Task to complete ▸ Every entry in this listing should be written out exactly.
((
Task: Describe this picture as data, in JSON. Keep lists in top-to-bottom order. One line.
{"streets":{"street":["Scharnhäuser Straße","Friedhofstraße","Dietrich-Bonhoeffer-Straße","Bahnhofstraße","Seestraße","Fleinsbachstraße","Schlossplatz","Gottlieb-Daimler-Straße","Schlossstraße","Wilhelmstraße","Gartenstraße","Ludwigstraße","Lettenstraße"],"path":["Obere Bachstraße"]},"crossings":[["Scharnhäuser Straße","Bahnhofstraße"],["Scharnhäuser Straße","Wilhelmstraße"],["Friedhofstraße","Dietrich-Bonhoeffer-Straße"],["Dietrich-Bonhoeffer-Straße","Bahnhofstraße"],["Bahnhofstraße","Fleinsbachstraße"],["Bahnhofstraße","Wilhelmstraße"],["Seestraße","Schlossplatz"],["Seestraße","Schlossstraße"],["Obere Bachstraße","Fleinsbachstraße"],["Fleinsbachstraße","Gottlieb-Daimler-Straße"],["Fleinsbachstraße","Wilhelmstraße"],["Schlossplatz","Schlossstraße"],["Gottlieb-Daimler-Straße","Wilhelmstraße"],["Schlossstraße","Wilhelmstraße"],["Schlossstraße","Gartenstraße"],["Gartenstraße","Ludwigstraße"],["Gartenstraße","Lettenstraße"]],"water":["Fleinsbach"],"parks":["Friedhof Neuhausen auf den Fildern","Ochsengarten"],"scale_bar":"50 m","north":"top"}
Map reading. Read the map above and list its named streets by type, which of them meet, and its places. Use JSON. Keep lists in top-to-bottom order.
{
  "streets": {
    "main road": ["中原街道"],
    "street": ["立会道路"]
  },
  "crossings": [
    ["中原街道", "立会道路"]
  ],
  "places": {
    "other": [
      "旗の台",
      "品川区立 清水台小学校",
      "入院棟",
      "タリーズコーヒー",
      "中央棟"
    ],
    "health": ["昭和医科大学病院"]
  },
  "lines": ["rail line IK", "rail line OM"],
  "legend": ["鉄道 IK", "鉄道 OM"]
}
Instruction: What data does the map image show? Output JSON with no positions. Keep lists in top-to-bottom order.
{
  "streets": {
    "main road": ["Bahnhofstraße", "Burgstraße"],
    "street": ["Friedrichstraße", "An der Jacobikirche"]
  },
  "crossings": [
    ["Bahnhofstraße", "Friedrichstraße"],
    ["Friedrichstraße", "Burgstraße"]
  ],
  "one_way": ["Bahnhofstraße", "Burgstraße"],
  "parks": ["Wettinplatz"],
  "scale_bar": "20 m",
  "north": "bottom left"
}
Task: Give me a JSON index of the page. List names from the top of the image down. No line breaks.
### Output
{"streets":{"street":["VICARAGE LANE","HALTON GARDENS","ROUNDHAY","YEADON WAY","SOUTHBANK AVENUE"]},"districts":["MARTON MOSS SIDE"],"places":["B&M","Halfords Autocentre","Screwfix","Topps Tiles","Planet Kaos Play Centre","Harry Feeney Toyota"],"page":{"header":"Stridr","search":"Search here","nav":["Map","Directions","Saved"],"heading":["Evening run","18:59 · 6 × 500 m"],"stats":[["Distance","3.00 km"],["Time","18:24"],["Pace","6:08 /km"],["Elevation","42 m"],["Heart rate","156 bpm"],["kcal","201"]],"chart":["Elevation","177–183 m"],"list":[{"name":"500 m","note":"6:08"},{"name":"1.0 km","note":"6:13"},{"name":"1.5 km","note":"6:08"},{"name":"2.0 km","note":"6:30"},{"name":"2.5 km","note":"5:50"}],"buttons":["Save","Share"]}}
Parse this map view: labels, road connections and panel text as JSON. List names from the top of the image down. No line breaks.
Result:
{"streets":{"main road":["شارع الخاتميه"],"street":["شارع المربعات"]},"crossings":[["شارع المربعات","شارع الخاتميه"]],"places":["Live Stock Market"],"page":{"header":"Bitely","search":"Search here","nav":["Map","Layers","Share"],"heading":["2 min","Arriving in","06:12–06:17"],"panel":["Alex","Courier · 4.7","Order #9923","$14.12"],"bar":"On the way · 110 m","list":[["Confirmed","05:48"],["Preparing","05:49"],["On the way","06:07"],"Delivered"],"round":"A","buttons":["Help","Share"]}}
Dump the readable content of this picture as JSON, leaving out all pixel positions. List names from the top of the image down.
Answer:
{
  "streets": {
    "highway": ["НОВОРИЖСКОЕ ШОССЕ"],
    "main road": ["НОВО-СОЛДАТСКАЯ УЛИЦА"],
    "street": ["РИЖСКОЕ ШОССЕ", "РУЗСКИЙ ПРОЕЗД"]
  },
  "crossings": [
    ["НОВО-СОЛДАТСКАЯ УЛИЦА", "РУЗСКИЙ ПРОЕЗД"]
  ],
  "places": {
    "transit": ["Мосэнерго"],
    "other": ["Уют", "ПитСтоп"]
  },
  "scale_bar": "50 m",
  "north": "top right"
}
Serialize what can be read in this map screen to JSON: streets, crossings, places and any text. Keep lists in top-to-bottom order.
))
Solution for this exercise ▸
Task: Describe this picture as data, in JSON. Keep lists in top-to-bottom order. One line.
{"streets":{"street":["Scharnhäuser Straße","Friedhofstraße","Dietrich-Bonhoeffer-Straße","Bahnhofstraße","Seestraße","Fleinsbachstraße","Schlossplatz","Gottlieb-Daimler-Straße","Schlossstraße","Wilhelmstraße","Gartenstraße","Ludwigstraße","Lettenstraße"],"path":["Obere Bachstraße"]},"crossings":[["Scharnhäuser Straße","Bahnhofstraße"],["Scharnhäuser Straße","Wilhelmstraße"],["Friedhofstraße","Dietrich-Bonhoeffer-Straße"],["Dietrich-Bonhoeffer-Straße","Bahnhofstraße"],["Bahnhofstraße","Fleinsbachstraße"],["Bahnhofstraße","Wilhelmstraße"],["Seestraße","Schlossplatz"],["Seestraße","Schlossstraße"],["Obere Bachstraße","Fleinsbachstraße"],["Fleinsbachstraße","Gottlieb-Daimler-Straße"],["Fleinsbachstraße","Wilhelmstraße"],["Schlossplatz","Schlossstraße"],["Gottlieb-Daimler-Straße","Wilhelmstraße"],["Schlossstraße","Wilhelmstraße"],["Schlossstraße","Gartenstraße"],["Gartenstraße","Ludwigstraße"],["Gartenstraße","Lettenstraße"]],"water":["Fleinsbach"],"parks":["Friedhof Neuhausen auf den Fildern","Ochsengarten"],"scale_bar":"50 m","north":"top"}
Map reading. Read the map above and list its named streets by type, which of them meet, and its places. Use JSON. Keep lists in top-to-bottom order.
{
  "streets": {
    "main road": ["中原街道"],
    "street": ["立会道路"]
  },
  "crossings": [
    ["中原街道", "立会道路"]
  ],
  "places": {
    "other": [
      "旗の台",
      "品川区立 清水台小学校",
      "入院棟",
      "タリーズコーヒー",
      "中央棟"
    ],
    "health": ["昭和医科大学病院"]
  },
  "lines": ["rail line IK", "rail line OM"],
  "legend": ["鉄道 IK", "鉄道 OM"]
}
Instruction: What data does the map image show? Output JSON with no positions. Keep lists in top-to-bottom order.
{
  "streets": {
    "main road": ["Bahnhofstraße", "Burgstraße"],
    "street": ["Friedrichstraße", "An der Jacobikirche"]
  },
  "crossings": [
    ["Bahnhofstraße", "Friedrichstraße"],
    ["Friedrichstraße", "Burgstraße"]
  ],
  "one_way": ["Bahnhofstraße", "Burgstraße"],
  "parks": ["Wettinplatz"],
  "scale_bar": "20 m",
  "north": "bottom left"
}
Task: Give me a JSON index of the page. List names from the top of the image down. No line breaks.
### Output
{"streets":{"street":["VICARAGE LANE","HALTON GARDENS","ROUNDHAY","YEADON WAY","SOUTHBANK AVENUE"]},"districts":["MARTON MOSS SIDE"],"places":["B&M","Halfords Autocentre","Screwfix","Topps Tiles","Planet Kaos Play Centre","Harry Feeney Toyota"],"page":{"header":"Stridr","search":"Search here","nav":["Map","Directions","Saved"],"heading":["Evening run","18:59 · 6 × 500 m"],"stats":[["Distance","3.00 km"],["Time","18:24"],["Pace","6:08 /km"],["Elevation","42 m"],["Heart rate","156 bpm"],["kcal","201"]],"chart":["Elevation","177–183 m"],"list":[{"name":"500 m","note":"6:08"},{"name":"1.0 km","note":"6:13"},{"name":"1.5 km","note":"6:08"},{"name":"2.0 km","note":"6:30"},{"name":"2.5 km","note":"5:50"}],"buttons":["Save","Share"]}}
Parse this map view: labels, road connections and panel text as JSON. List names from the top of the image down. No line breaks.
Result:
{"streets":{"main road":["شارع الخاتميه"],"street":["شارع المربعات"]},"crossings":[["شارع المربعات","شارع الخاتميه"]],"places":["Live Stock Market"],"page":{"header":"Bitely","search":"Search here","nav":["Map","Layers","Share"],"heading":["2 min","Arriving in","06:12–06:17"],"panel":["Alex","Courier · 4.7","Order #9923","$14.12"],"bar":"On the way · 110 m","list":[["Confirmed","05:48"],["Preparing","05:49"],["On the way","06:07"],"Delivered"],"round":"A","buttons":["Help","Share"]}}
Dump the readable content of this picture as JSON, leaving out all pixel positions. List names from the top of the image down.
Answer:
{
  "streets": {
    "highway": ["НОВОРИЖСКОЕ ШОССЕ"],
    "main road": ["НОВО-СОЛДАТСКАЯ УЛИЦА"],
    "street": ["РИЖСКОЕ ШОССЕ", "РУЗСКИЙ ПРОЕЗД"]
  },
  "crossings": [
    ["НОВО-СОЛДАТСКАЯ УЛИЦА", "РУЗСКИЙ ПРОЕЗД"]
  ],
  "places": {
    "transit": ["Мосэнерго"],
    "other": ["Уют", "ПитСтоп"]
  },
  "scale_bar": "50 m",
  "north": "top right"
}
Serialize what can be read in this map screen to JSON: streets, crossings, places and any text. Keep lists in top-to-bottom order.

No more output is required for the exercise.